When her front tooth clattered across the kitchen floor, Arteisha Love decided she had had enough.
The punch to the mouth from her drunken boyfriend, Gregory Stewart, was the culmination of months of abuse that brought the police to her West St. Paul and Blaine homes seven times in eight months. Nearly every time, Stewart, 29, was sent to a detox facility and released without jail time.
That June night in 2015, she snapped, plunging a nearby kitchen knife into Stewart's torso. Panicking, she ordered her 11-year-old daughter to mop up the mess. She called her brother and mother. Then she called police.
Love, 31, was sentenced to more than six years in prison earlier this month after pleading guilty to first-degree manslaughter. Her case has brought a renewed debate among advocates and lawyers who say the criminal justice system failed to help a domestic assault victim before she, too, resorted to violence.
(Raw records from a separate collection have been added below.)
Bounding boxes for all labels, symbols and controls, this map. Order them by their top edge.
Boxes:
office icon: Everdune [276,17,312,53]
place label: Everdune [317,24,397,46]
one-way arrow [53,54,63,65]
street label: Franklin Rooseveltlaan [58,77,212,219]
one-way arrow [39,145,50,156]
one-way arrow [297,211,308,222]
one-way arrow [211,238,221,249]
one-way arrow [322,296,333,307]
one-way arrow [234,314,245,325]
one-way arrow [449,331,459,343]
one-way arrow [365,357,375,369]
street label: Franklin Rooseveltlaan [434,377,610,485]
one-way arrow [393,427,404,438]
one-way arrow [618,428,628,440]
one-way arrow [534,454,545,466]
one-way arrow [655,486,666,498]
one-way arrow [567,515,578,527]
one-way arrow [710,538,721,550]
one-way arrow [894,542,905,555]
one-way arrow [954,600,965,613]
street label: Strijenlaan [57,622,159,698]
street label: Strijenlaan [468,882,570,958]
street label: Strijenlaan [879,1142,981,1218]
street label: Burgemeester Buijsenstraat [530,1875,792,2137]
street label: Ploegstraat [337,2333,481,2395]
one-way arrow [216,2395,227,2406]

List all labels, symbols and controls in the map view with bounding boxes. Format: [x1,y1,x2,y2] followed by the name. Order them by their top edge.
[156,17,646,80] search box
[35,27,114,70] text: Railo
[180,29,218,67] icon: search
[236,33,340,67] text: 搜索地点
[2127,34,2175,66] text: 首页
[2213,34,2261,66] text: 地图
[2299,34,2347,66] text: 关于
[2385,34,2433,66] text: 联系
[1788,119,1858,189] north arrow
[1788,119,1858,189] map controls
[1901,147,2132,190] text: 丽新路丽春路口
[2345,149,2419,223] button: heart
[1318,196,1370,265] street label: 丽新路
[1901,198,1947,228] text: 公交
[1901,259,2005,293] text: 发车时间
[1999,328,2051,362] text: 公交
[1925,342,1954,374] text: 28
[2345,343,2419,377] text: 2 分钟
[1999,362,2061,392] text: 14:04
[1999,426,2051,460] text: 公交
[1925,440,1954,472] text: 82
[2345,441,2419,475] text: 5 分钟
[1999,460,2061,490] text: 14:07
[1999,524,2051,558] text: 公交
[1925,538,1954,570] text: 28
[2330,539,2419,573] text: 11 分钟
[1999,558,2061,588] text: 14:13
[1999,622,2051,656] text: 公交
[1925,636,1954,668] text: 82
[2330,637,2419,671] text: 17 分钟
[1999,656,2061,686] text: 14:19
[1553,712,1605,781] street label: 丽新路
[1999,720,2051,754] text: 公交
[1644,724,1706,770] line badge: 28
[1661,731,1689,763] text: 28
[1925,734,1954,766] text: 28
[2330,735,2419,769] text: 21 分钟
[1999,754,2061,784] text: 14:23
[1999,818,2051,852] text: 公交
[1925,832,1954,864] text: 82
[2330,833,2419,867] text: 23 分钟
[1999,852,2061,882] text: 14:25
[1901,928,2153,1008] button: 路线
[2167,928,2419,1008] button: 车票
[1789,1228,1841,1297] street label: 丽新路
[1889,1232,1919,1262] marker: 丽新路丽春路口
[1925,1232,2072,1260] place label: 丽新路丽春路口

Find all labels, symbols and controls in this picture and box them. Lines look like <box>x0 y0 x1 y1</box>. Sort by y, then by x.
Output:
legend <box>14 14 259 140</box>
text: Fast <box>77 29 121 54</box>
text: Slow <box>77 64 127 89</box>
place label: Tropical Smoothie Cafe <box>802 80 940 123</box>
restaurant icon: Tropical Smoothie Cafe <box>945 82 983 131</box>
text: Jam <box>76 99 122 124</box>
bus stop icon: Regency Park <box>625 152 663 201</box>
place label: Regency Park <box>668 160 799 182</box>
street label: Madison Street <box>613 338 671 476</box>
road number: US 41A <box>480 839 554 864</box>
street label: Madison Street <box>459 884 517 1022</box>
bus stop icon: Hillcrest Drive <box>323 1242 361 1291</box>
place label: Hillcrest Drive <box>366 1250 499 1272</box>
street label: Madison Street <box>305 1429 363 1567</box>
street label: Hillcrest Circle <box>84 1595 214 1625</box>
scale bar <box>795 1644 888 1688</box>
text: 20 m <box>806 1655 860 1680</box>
"The question is the same: Where did the system fail those people, if at all?" said Deirdre Keys, advocate and program manager for the Minneapolis-based Battered Women's Legal Advocacy Project. "Were there any interventions that could have ended this, whether it's a woman who dies at the hands of an abuser or it's an abuser who dies at the hands of a victim of domestic violence? There has to be more, but I don't know what that is."
As of Jan. 1, there are at least 25 women in Minnesota serving prison sentences for manslaughter or murder for the killing of an intimate partner (this does not account for those who may have been sentenced for a lesser crime), according to the state's Department of Corrections. According to a study by the New York State Department of Corrections, 67 percent of women sent to prison in 2005 who killed someone close to them were abused by the victim of their crime, and cases like Love's have cycled through the Minnesota courts for decades.
A pardon denied
Just last year, Charolette Washington Benjamin asked the state's Board of Pardons to exonerate her of a 1987 manslaughter conviction in Ramsey County because it came after her boyfriend had threatened to kill her. Benjamin, who was 26 at the time, spent a year in jail and served 15 years' probation. She told police at the time that her boyfriend knocked out several of her teeth and broke her jaw, and that she was only protecting herself after they struggled for the knife. The Board denied the pardon.
Two weeks ago, an Eden Prairie domestic abuse victim unable to defend herself was killed.